Partition Refugee Built 150,000 Radios a Year for India
An 11-year-old who fled Partition with nothing became the "TV Man of India," bringing affordable radios and televisions to millions of families. Raja Singh's Texla TVs once held 95% market share in Punjab, lighting up living rooms across the nation.
In 1947, Raja Singh crossed the border during Partition as an 11-year-old refugee, leaving everything his family owned in Rawalpindi behind. He arrived in India with no money, no education, and no plan except to survive.
The young boy took any work he could find, from manual labor to selling vegetables on the street. But while struggling to make ends meet, he noticed something important: radios were too expensive for ordinary Indian families.
In 1961, Raja Singh launched Jupiter Radios without a single degree or investor. Within years, his factory was producing over 150,000 radio sets annually, bringing cricket commentary, music, and news into homes across the country.

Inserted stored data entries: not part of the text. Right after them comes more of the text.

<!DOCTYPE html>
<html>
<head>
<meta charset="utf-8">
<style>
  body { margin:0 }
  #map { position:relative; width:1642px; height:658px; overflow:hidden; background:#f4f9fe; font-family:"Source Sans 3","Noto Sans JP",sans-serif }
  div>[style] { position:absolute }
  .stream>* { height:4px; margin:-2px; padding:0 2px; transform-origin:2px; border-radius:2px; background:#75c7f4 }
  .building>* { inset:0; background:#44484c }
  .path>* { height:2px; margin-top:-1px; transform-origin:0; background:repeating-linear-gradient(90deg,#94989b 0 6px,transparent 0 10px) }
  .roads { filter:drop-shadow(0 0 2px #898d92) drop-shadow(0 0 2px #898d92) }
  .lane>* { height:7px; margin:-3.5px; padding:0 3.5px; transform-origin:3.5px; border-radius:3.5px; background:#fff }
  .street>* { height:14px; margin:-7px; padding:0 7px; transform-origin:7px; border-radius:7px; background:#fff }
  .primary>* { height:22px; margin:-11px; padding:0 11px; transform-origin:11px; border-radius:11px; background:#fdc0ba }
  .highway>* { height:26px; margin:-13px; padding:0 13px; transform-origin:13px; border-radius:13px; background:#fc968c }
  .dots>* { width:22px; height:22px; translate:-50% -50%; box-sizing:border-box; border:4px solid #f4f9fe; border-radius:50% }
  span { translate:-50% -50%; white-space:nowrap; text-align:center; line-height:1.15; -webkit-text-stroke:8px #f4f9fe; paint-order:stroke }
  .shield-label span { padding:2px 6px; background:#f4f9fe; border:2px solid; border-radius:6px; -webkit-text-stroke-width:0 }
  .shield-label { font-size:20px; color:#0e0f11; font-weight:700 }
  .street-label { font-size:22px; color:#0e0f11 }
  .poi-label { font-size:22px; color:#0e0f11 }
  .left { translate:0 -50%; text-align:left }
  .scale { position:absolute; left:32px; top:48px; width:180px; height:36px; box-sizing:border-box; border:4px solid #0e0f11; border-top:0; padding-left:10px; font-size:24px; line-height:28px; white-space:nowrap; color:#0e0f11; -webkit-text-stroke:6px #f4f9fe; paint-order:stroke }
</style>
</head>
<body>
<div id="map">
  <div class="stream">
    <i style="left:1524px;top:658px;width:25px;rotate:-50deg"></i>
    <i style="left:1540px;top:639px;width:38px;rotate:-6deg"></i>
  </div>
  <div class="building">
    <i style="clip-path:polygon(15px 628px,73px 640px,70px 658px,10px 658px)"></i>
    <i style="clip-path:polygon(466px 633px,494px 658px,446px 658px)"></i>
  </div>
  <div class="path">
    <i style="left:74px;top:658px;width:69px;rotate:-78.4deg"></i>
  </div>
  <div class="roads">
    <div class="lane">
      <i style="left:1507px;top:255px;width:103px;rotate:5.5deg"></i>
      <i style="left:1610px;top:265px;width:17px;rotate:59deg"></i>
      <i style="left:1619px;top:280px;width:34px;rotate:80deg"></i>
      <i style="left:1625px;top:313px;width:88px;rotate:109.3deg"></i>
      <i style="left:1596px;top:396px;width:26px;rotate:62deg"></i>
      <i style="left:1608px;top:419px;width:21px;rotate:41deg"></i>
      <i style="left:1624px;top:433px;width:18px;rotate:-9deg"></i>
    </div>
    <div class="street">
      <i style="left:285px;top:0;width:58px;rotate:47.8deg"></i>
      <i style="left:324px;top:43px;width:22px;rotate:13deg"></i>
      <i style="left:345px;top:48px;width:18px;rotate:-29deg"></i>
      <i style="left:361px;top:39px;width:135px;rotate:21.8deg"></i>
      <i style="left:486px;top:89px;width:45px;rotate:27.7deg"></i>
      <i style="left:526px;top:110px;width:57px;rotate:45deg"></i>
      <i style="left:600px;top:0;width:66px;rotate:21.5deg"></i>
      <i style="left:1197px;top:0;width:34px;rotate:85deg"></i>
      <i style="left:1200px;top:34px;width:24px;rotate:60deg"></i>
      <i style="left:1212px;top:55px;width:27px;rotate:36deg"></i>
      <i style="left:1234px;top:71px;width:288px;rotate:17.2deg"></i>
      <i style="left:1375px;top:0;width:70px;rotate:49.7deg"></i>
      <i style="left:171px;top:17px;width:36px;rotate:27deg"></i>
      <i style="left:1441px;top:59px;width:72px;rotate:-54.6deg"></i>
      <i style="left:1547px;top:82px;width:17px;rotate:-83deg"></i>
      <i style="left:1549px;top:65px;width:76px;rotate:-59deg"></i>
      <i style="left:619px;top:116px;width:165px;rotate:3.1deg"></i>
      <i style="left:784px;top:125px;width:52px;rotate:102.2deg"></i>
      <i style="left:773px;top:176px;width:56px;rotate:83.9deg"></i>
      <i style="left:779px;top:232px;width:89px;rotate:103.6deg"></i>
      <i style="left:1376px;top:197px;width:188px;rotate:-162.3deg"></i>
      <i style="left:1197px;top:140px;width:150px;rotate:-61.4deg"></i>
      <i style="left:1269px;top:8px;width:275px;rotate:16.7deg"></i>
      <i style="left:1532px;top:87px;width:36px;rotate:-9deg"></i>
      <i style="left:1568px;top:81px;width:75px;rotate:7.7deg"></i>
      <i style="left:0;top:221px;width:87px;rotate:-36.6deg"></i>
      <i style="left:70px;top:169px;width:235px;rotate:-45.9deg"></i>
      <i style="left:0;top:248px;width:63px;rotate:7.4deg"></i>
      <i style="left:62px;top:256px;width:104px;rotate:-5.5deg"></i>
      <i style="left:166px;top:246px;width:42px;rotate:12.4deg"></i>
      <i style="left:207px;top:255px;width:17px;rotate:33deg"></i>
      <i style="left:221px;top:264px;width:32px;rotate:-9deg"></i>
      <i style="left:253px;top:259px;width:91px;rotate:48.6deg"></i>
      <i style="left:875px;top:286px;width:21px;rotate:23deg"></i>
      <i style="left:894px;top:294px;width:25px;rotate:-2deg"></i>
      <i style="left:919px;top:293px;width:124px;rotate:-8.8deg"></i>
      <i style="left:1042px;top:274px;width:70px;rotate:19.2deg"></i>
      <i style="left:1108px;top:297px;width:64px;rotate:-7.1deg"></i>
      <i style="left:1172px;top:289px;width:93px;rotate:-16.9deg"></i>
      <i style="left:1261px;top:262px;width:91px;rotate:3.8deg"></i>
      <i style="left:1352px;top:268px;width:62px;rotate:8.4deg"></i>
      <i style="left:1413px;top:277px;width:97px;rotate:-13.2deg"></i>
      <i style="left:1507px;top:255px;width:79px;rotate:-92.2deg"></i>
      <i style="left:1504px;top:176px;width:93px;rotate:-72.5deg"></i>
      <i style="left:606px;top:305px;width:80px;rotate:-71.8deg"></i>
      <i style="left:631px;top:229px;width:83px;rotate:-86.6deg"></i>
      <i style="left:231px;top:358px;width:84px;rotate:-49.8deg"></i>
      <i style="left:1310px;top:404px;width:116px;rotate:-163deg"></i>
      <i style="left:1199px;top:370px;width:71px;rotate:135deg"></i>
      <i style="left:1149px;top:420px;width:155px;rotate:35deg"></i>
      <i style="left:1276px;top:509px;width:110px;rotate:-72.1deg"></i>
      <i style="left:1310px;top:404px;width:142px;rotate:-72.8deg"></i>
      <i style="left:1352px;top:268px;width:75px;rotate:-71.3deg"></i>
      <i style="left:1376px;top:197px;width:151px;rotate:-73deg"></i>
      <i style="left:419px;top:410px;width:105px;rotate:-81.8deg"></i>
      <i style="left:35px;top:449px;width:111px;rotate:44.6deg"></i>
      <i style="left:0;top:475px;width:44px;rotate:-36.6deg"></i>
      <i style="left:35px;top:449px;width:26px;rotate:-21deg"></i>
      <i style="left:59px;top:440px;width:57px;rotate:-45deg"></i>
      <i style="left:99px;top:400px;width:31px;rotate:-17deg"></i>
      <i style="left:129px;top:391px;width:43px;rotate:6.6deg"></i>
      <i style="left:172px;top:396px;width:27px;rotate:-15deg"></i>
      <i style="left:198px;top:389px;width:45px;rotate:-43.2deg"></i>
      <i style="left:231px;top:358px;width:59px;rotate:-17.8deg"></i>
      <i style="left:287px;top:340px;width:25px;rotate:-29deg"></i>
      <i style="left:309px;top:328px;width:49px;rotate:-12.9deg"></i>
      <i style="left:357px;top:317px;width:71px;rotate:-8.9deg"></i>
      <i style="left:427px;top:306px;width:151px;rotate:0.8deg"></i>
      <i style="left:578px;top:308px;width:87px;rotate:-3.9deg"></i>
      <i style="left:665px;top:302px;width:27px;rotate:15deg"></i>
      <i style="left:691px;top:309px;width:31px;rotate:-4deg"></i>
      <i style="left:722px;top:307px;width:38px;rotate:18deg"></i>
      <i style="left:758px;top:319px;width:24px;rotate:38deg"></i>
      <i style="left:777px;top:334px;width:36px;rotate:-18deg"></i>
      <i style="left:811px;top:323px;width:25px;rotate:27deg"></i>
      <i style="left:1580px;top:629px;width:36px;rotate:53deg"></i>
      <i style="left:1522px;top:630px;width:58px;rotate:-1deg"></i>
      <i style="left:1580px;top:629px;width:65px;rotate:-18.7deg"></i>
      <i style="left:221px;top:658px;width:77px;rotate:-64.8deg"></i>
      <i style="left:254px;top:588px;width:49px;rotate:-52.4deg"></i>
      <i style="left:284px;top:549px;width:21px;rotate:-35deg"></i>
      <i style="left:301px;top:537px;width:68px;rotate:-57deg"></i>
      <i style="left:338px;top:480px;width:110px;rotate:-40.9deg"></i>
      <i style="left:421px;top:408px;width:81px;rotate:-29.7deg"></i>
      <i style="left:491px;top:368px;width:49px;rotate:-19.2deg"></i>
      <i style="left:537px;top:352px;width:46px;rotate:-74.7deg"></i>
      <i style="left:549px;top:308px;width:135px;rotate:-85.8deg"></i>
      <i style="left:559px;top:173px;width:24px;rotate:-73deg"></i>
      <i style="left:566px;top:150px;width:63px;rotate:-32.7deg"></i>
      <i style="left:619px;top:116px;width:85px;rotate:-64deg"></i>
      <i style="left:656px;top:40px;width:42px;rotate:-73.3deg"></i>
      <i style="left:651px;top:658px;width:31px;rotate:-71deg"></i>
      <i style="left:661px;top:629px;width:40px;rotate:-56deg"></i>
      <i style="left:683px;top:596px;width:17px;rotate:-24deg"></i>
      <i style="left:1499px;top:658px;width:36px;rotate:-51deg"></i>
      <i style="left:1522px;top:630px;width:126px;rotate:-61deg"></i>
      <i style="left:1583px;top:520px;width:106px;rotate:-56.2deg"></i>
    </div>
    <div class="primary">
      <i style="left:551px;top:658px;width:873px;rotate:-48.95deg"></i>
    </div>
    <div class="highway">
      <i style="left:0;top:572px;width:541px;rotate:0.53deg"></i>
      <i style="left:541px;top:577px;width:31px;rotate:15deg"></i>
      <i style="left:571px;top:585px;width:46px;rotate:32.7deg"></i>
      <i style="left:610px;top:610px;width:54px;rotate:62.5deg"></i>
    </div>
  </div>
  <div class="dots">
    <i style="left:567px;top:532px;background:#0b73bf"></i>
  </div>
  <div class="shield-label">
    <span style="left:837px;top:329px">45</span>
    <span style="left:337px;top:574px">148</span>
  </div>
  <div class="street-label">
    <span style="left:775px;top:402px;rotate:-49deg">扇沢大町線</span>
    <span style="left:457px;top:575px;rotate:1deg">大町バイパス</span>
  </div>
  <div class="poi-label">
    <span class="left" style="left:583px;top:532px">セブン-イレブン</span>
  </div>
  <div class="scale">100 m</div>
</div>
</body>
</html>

Then he set his sights on something bigger. When televisions were still luxury items reserved for the wealthy, Raja Singh launched Texla to build budget-friendly TV sets for middle-class India.

His timing couldn't have been better. As Doordarshan expanded in the 1980s and cable television arrived, Texla TVs quietly filled living rooms across North India. In Punjab alone, the brand commanded nearly 95% of the market at its peak.
For millions of families, childhood memories flickered to life on Texla screens. Entire neighborhoods gathered to watch Ramayan together. Families crowded around for cricket matches, sharing every boundary and wicket.
Why This Inspires
Raja Singh never forgot what it meant to lose everything. After the 1984 riots, he offered jobs to victims, saying simply, "I know what it is to lose everything." Through the Guru Ram Das Charitable Trust, he built schools and colleges to give others the opportunities he never had.
The refugee boy who once sold vegetables went on to bring television to millions, but he measured success differently. He created jobs for those who had none, built schools for children without access, and proved that formal education isn't the only path to extraordinary impact.
Raja Singh passed away on February 28, 2026, at age 90 in Ludhiana, leaving behind glowing screens and even brighter memories.